*** Stored data Section Begins ***

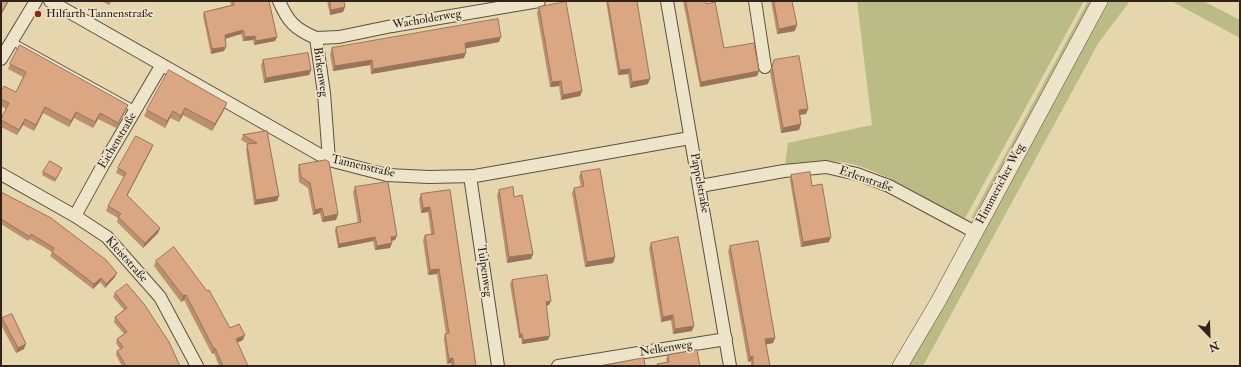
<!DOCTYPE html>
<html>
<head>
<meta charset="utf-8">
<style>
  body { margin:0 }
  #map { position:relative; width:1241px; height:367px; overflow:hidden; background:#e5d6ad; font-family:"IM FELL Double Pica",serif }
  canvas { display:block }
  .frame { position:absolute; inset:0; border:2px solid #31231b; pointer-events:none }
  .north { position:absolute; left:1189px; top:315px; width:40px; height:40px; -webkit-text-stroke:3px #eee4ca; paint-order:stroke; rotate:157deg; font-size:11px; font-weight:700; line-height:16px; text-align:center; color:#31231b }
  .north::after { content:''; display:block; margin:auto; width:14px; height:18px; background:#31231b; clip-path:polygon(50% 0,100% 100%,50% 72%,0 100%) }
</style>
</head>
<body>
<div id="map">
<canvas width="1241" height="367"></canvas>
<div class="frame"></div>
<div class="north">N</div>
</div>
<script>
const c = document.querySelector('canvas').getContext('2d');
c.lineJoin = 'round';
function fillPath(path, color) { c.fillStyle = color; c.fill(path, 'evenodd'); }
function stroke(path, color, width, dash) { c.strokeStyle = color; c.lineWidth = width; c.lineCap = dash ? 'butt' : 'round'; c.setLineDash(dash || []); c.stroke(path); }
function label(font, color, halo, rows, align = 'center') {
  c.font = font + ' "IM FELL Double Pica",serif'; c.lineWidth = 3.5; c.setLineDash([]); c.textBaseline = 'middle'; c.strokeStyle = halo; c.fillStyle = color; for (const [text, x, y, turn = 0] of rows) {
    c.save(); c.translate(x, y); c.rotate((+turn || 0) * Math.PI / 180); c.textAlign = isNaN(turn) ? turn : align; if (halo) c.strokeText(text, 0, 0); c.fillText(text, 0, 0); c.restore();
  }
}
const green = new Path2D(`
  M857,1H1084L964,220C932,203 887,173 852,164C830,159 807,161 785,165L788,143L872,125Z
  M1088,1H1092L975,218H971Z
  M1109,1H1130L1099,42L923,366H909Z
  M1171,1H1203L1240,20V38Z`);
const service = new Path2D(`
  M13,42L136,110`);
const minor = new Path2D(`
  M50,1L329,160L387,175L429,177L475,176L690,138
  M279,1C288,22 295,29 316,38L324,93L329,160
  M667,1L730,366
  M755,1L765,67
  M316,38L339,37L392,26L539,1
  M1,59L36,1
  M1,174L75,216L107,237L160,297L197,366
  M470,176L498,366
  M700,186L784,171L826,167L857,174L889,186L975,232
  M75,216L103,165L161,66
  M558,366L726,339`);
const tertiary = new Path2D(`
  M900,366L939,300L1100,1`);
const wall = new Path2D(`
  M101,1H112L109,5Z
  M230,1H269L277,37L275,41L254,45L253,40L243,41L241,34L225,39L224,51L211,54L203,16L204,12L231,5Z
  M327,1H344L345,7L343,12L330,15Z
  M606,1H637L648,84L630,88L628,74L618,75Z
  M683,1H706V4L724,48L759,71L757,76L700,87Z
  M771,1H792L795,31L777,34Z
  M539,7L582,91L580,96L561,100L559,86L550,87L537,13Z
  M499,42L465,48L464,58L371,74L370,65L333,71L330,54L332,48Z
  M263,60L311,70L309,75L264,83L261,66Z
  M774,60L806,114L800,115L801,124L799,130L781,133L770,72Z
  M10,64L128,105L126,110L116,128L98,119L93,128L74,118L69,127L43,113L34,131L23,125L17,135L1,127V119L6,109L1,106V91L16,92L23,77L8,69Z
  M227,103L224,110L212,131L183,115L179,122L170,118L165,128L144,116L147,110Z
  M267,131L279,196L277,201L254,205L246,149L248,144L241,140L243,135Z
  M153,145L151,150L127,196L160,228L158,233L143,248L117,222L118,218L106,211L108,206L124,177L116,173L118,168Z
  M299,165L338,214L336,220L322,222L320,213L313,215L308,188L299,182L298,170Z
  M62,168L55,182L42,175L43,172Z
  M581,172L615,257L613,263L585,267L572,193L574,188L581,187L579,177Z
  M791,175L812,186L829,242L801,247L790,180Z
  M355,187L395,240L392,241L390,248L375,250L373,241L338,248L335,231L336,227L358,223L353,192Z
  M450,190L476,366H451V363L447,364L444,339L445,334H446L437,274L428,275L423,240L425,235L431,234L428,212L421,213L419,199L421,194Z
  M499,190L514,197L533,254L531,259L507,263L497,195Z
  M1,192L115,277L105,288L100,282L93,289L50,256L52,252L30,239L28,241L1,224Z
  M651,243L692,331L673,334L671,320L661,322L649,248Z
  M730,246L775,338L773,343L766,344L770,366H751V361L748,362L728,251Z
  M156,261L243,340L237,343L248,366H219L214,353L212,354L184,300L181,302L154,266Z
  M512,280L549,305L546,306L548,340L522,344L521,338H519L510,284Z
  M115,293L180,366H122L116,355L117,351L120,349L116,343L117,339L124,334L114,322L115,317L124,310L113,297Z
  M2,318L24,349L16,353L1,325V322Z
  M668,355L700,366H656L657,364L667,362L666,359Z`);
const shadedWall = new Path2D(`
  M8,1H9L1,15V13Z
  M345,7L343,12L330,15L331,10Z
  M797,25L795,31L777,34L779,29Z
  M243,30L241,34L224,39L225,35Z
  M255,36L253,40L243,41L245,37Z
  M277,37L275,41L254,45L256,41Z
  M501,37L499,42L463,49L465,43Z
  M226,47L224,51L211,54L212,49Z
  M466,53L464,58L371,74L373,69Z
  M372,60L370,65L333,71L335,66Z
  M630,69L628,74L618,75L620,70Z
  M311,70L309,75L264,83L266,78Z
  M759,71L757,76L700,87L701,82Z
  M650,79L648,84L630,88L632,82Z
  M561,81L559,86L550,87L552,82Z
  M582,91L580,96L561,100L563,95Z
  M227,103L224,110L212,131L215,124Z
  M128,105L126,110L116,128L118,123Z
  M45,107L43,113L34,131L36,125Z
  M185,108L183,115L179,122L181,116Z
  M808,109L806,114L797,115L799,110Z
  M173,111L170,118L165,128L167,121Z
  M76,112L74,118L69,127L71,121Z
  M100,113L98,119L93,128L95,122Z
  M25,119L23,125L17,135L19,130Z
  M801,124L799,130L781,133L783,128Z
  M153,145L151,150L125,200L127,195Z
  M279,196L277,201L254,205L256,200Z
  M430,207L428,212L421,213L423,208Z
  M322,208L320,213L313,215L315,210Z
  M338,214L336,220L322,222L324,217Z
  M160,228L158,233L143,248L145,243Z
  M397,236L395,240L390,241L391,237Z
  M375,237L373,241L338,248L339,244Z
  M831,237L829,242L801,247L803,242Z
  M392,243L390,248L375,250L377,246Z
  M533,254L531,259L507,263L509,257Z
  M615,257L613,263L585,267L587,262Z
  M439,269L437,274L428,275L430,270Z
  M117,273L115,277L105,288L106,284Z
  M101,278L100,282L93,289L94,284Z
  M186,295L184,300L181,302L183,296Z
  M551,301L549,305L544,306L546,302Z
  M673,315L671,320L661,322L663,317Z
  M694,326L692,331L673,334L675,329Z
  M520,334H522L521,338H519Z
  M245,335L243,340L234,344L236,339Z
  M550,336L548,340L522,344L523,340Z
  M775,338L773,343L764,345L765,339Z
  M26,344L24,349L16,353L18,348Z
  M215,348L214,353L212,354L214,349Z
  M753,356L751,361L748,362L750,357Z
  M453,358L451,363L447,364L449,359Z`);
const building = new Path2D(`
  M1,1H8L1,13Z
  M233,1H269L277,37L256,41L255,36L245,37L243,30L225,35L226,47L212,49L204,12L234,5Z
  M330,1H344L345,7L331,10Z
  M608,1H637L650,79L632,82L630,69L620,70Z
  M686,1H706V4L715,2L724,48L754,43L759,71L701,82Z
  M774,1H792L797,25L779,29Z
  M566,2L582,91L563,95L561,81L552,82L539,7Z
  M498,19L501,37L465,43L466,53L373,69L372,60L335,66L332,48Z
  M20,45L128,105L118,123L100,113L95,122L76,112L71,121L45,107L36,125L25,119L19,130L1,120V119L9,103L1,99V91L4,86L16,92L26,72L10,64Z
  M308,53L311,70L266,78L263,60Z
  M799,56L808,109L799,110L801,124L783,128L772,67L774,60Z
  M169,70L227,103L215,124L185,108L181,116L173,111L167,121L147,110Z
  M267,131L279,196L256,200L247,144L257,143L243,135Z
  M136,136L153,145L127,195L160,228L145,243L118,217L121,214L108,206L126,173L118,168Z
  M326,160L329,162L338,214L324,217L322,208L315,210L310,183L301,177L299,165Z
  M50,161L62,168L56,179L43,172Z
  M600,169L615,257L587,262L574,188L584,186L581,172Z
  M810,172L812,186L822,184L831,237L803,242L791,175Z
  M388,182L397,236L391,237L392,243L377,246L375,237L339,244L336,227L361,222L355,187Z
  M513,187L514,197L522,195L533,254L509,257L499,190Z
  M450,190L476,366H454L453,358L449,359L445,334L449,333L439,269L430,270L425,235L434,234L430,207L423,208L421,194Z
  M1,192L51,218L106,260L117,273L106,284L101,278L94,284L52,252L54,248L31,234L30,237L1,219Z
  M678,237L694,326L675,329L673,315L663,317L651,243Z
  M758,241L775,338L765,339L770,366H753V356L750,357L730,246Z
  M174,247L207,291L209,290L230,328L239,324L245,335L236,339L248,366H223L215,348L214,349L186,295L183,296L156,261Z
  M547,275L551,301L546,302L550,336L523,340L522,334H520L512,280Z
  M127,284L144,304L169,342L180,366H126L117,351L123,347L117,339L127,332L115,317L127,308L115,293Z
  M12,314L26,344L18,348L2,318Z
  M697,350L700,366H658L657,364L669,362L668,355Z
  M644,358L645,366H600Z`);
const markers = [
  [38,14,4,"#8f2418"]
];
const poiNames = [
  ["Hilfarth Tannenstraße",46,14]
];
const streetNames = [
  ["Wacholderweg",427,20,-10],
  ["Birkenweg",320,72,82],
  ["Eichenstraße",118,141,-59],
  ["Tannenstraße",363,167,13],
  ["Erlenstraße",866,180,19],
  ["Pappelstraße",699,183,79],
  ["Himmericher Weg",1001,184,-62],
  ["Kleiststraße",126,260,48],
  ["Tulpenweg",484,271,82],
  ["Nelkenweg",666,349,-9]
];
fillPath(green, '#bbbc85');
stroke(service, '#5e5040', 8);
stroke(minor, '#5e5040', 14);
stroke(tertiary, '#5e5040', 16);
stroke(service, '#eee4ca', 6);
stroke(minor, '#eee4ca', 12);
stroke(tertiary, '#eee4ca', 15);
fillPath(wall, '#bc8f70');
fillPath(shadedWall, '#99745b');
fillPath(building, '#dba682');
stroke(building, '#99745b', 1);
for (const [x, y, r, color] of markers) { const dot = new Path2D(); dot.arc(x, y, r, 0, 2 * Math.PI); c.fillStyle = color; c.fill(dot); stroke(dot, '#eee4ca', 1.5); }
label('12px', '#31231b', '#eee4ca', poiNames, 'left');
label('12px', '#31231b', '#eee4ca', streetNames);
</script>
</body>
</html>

*** Stored data Section Ends ***

• [Your goal]:
Only the lines from the start of the records to the line with "const c = document.querySelector('canvas').getContext('2d');" belong in the copy. Print them exactly, minus pictures.

• [Written solution]:
<!DOCTYPE html>
<html>
<head>
<meta charset="utf-8">
<style>
  body { margin:0 }
  #map { position:relative; width:1241px; height:367px; overflow:hidden; background:#e5d6ad; font-family:"IM FELL Double Pica",serif }
  canvas { display:block }
  .frame { position:absolute; inset:0; border:2px solid #31231b; pointer-events:none }
  .north { position:absolute; left:1189px; top:315px; width:40px; height:40px; -webkit-text-stroke:3px #eee4ca; paint-order:stroke; rotate:157deg; font-size:11px; font-weight:700; line-height:16px; text-align:center; color:#31231b }
  .north::after { content:''; display:block; margin:auto; width:14px; height:18px; background:#31231b; clip-path:polygon(50% 0,100% 100%,50% 72%,0 100%) }
</style>
</head>
<body>
<div id="map">
<canvas width="1241" height="367"></canvas>
<div class="frame"></div>
<div class="north">N</div>
</div>
<script>
const c = document.querySelector('canvas').getContext('2d');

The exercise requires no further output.